Interesting experiment. Some of the scatter plots have quite curious shapes with
quite different trends for tasks where the amount of time is low vs. tasks where
the amount of time is high, and I find them quite hard to interpret. Perhaps
this is because of the time limits in place for the abstraction generation.
It is interesting to see the performance to drop significantly from
AdaptiveQueue to HeapQueue, and then go back up again significantly by adding
low-h tie-breaking to HeapQueue. This shows that adding the tie-breaking to the
heap queue *is* very important. Why is the tie-breaking heap queue then worse
than the adaptive queue? Is it because of overhead (the adaptive queue being
faster), or is it because of something else?
I think it is actually mainly about something else. The adaptive queue usually
behaves like a bucket queue. I assume there is only a handful of domains
(certainly parcprinter, but perhaps that might be the only domain) where it will
behave like a heap queue instead. Now, our bucket queue uses LIFO tie-breaking,
so it prefers to go deep. This is actually a quite good tie-breaking strategy in
this case: with a perfect heuristic, it's often a much better tie-breaking
strategy than low-h. In uniform-cost domains, they are the same given a perfect
heuristic, but in general-cost domains, they are not.
In particular, in domains where all operator costs are 0 and 1, LIFO
tie-breaking pushes on down one particular path after applying a 0-cost
operator, while low-h tie-breaking wanders around on 0-cost plateaus aimlessly.
In domains like openstacks, LIFO clearly makes a lot more sense. (That isn't to
say it's a universally good tie-breaking strategy; what we would really like is
tie-breaking in favor of low-d, i.e., distance to the goal ignoring action
costs, but of course we don't have that information.)
Going through the detailed results for score_total_time, the low-h tie-breaking
strategy mainly does poorly in domains where the operator costs are 0 and 1. I
think it would be quite interesting to see the results separated out by the
costs used per domain: unit, binary (0 or 1), or general, and it would be
interesting to local at the comparisons between adaptive queue and the
tie-breaking heap queue for these. But that isn't to say that we need to produce
these numbers, just that they would be interesting to see.
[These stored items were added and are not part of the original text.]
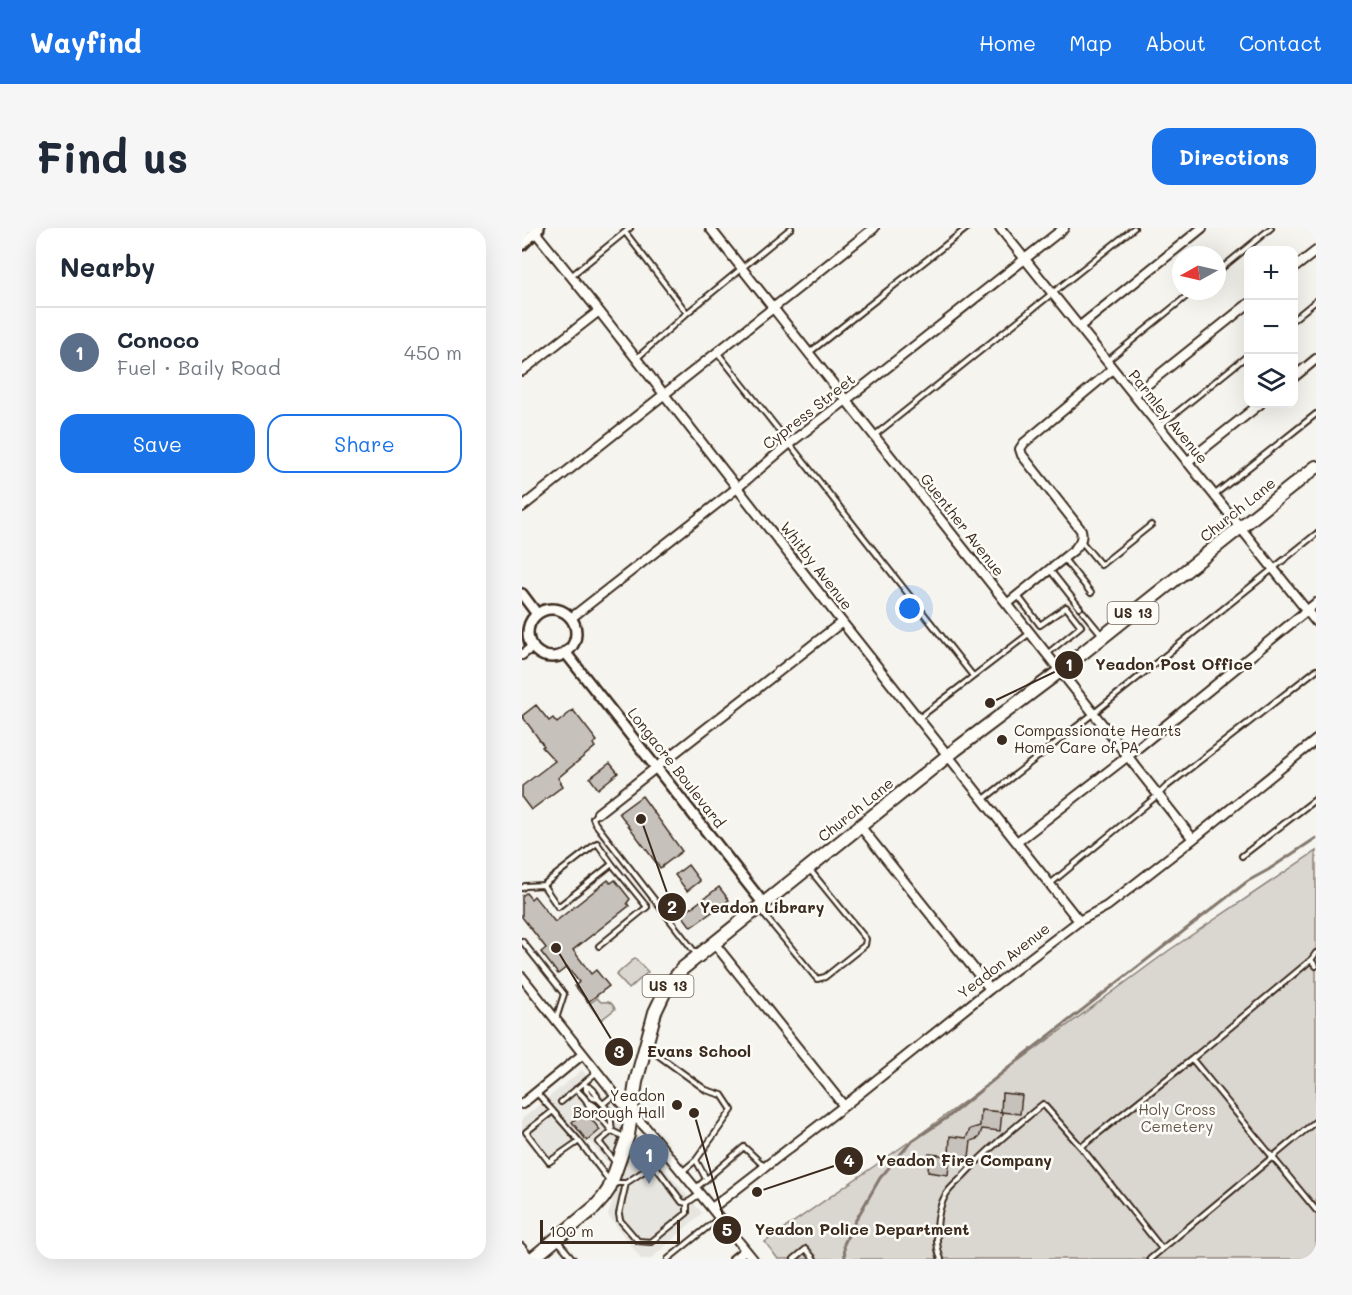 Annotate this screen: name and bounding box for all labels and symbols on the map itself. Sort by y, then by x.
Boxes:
north arrow [1172,246,1226,300]
street label: Parmley Avenue [1125,365,1213,468]
street label: Cypress Street [758,369,859,453]
street label: Guenther Avenue [916,469,1009,580]
street label: Church Lane [1195,473,1279,546]
street label: Whitby Avenue [776,517,858,614]
your location [895,594,924,623]
road number: US 13 [1108,602,1158,624]
callout: Yeadon Post Office [1054,648,1265,682]
text: 1 [1065,652,1073,676]
text: Yeadon Post Office [1095,653,1253,674]
street label: Longacre Boulevard [624,703,730,832]
place label: Compassionate Hearts Home Care of PA [1014,720,1181,757]
marker: Compassionate Hearts Home Care of PA [995,733,1009,747]
street label: Church Lane [813,773,897,846]
callout: Yeadon Library [657,890,836,924]
text: 2 [667,894,677,918]
text: Yeadon Library [700,896,825,917]
street label: Yeadon Avenue [953,918,1054,1003]
road number: US 13 [642,975,694,997]
callout: Evans School [604,1035,763,1069]
text: 3 [614,1039,625,1063]
text: Evans School [647,1040,751,1061]
place label: Yeadon Borough Hall [573,1085,665,1122]
marker: Yeadon Borough Hall [670,1098,684,1112]
park label: Holy Cross Cemetery [1138,1099,1216,1136]
pin: 1 [630,1134,668,1184]
callout: Yeadon Fire Company [834,1144,1064,1178]
text: 4 [843,1148,855,1172]
text: Yeadon Fire Company [876,1149,1052,1170]
callout: Yeadon Police Department [712,1213,981,1247]
scale bar [540,1217,680,1244]
text: 5 [722,1217,732,1241]
text: Yeadon Police Department [755,1218,969,1239] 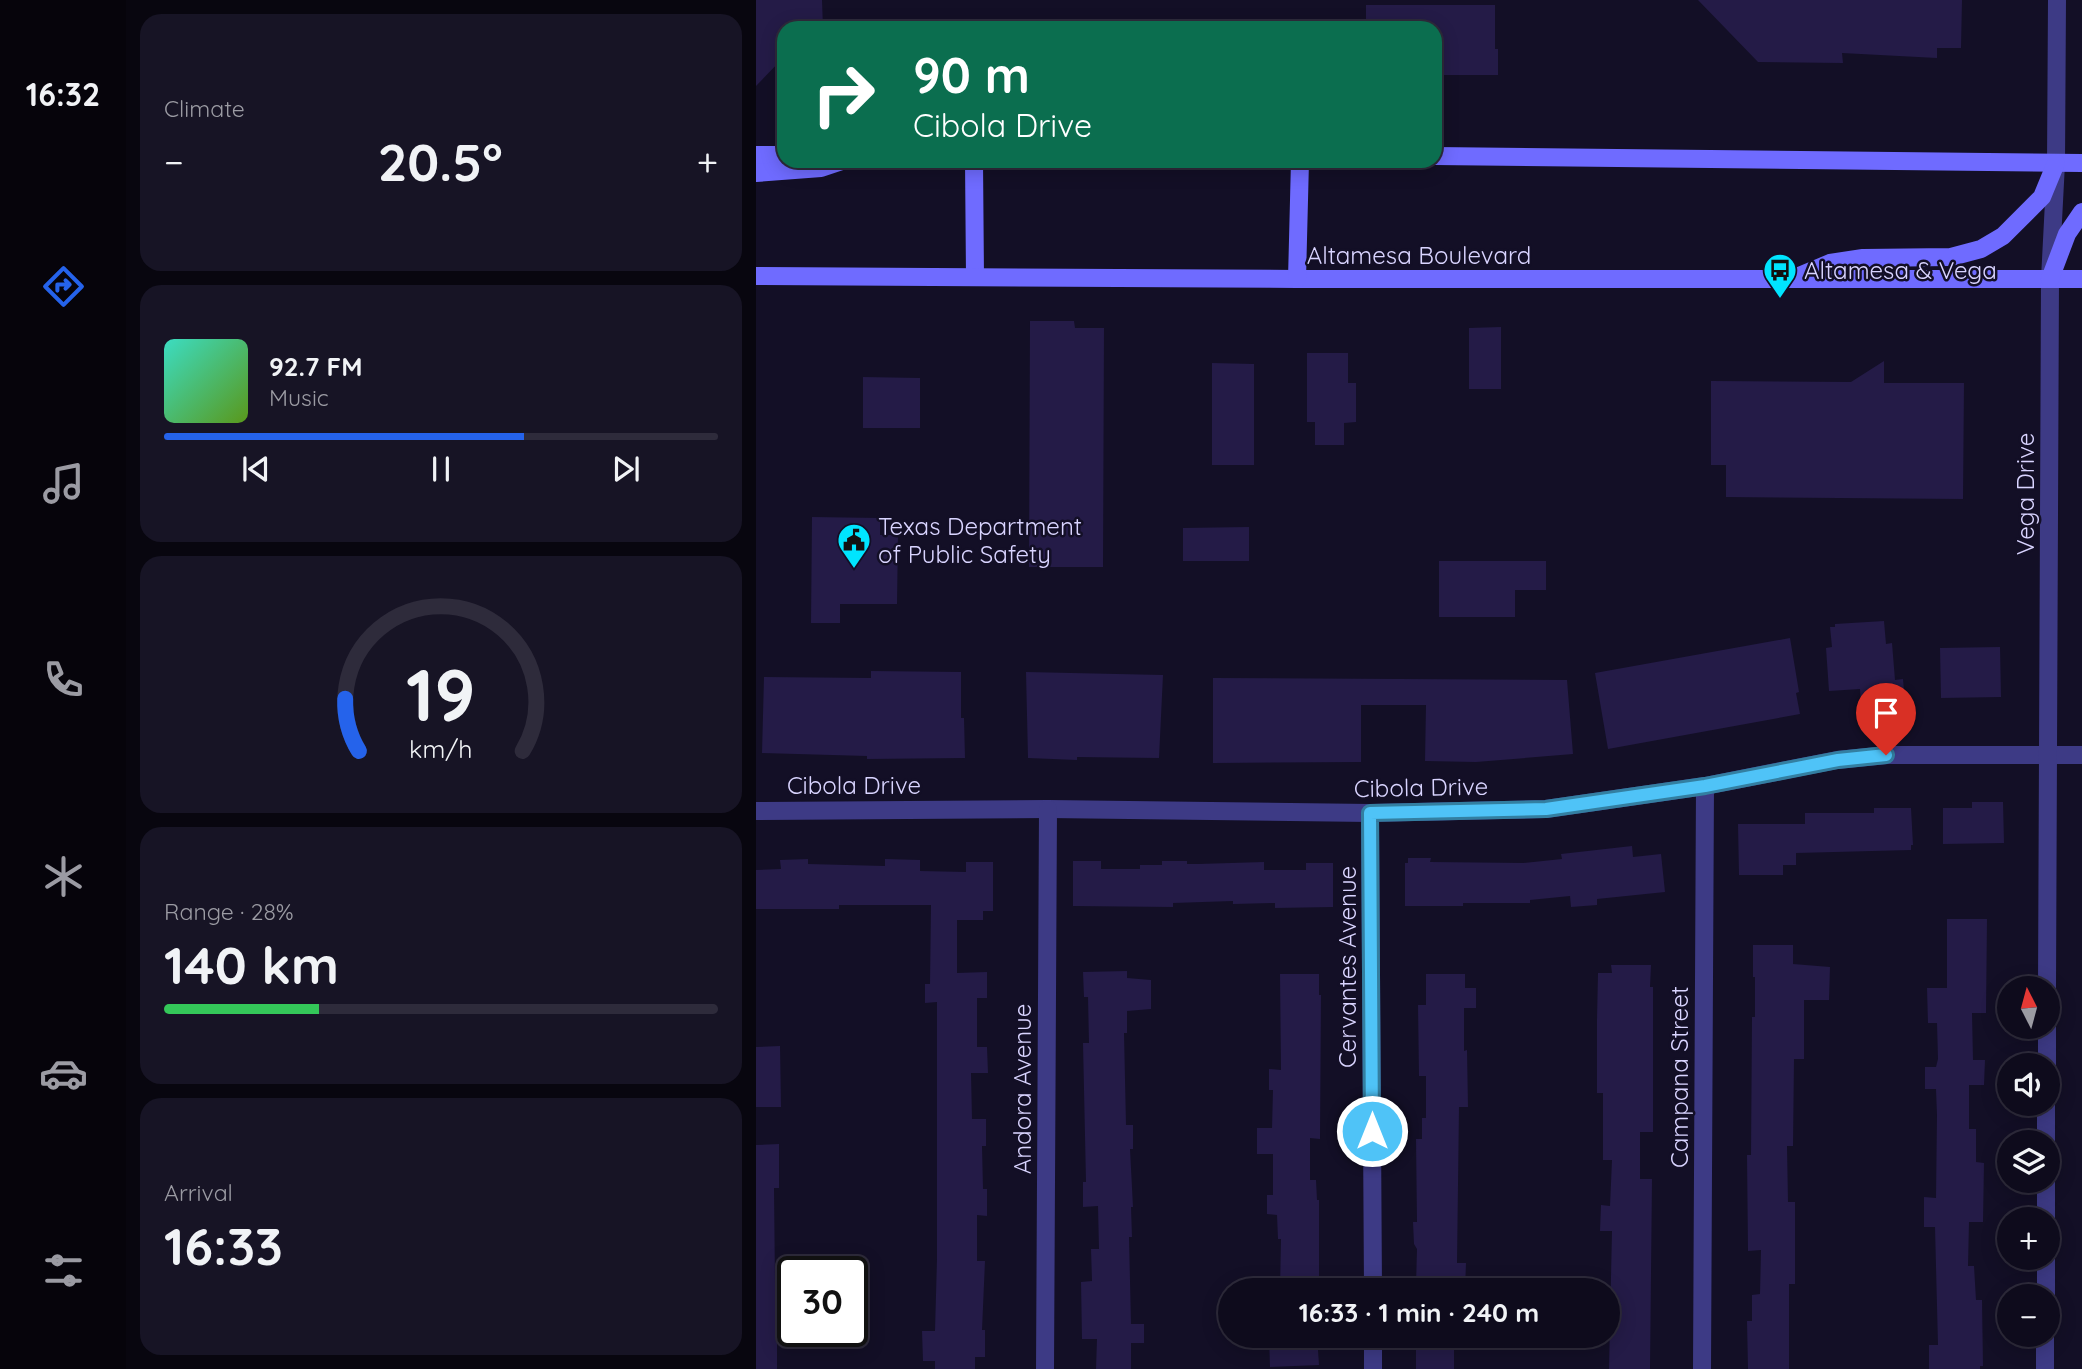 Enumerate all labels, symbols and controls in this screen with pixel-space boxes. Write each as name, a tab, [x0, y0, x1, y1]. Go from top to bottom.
text: 90 m	[913, 44, 1030, 105]
icon: right	[798, 49, 889, 140]
text: 16:32	[26, 74, 100, 114]
text: Climate	[164, 94, 245, 123]
text: Cibola Drive	[913, 105, 1092, 145]
text: 20.5°	[378, 129, 503, 194]
text: −	[164, 138, 184, 186]
text: +	[697, 138, 718, 186]
street label: Altamesa Boulevard	[1307, 240, 1531, 270]
bus stop icon: Altamesa & Vega	[1761, 251, 1799, 300]
place label: Altamesa & Vega	[1804, 255, 1997, 285]
icon: directions	[39, 262, 88, 311]
text: 92.7 FM	[269, 350, 363, 383]
text: Music	[269, 383, 329, 412]
street label: Vega Drive	[2010, 433, 2040, 555]
icon: previous	[237, 450, 275, 488]
icon: pause	[422, 450, 460, 488]
icon: next	[607, 450, 645, 488]
icon: music	[39, 459, 88, 508]
place label: Texas Department of Public Safety	[878, 511, 1082, 569]
public building icon: Texas Department of Public Safety	[835, 521, 873, 570]
text: 19	[406, 648, 476, 739]
icon: phone	[39, 655, 88, 704]
pin	[1856, 683, 1916, 755]
icon: arrive	[1867, 694, 1905, 732]
text: km/h	[409, 732, 473, 763]
street label: Cibola Drive	[787, 770, 921, 800]
street label: Cibola Drive	[1354, 771, 1488, 803]
icon: climate	[39, 852, 88, 901]
street label: Cervantes Avenue	[1332, 866, 1362, 1068]
text: Range · 28%	[164, 897, 294, 926]
text: 140 km	[164, 932, 339, 997]
north arrow	[1997, 976, 2060, 1040]
map controls	[1997, 976, 2060, 1347]
street label: Campana Street	[1664, 986, 1694, 1168]
street label: Andora Avenue	[1007, 1004, 1037, 1174]
icon: car	[39, 1049, 88, 1098]
button: sound	[1997, 1053, 2060, 1116]
position arrow	[1335, 1094, 1409, 1168]
button: layers	[1997, 1130, 2060, 1193]
text: Arrival	[164, 1178, 233, 1207]
button: +	[1997, 1207, 2060, 1270]
text: 16:33	[164, 1213, 283, 1278]
icon: filters	[39, 1246, 88, 1295]
speed limit sign: 30	[777, 1256, 868, 1347]
button: −	[1997, 1284, 2060, 1347]
text: 16:33 · 1 min · 240 m	[1299, 1296, 1539, 1329]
In summary, it looks like we currently get good performance because we already
do good tie-breaking almost by accident. If the adaptive queue behaved like a
bucket queue less frequently (e.g. if we multiplied all action costs by 1000 in
all domains), this would no longer be true, and explicit tie-breaking would be
very useful. So we're basically saved here by the fact that action costs tend to
be low in almost all domains.
|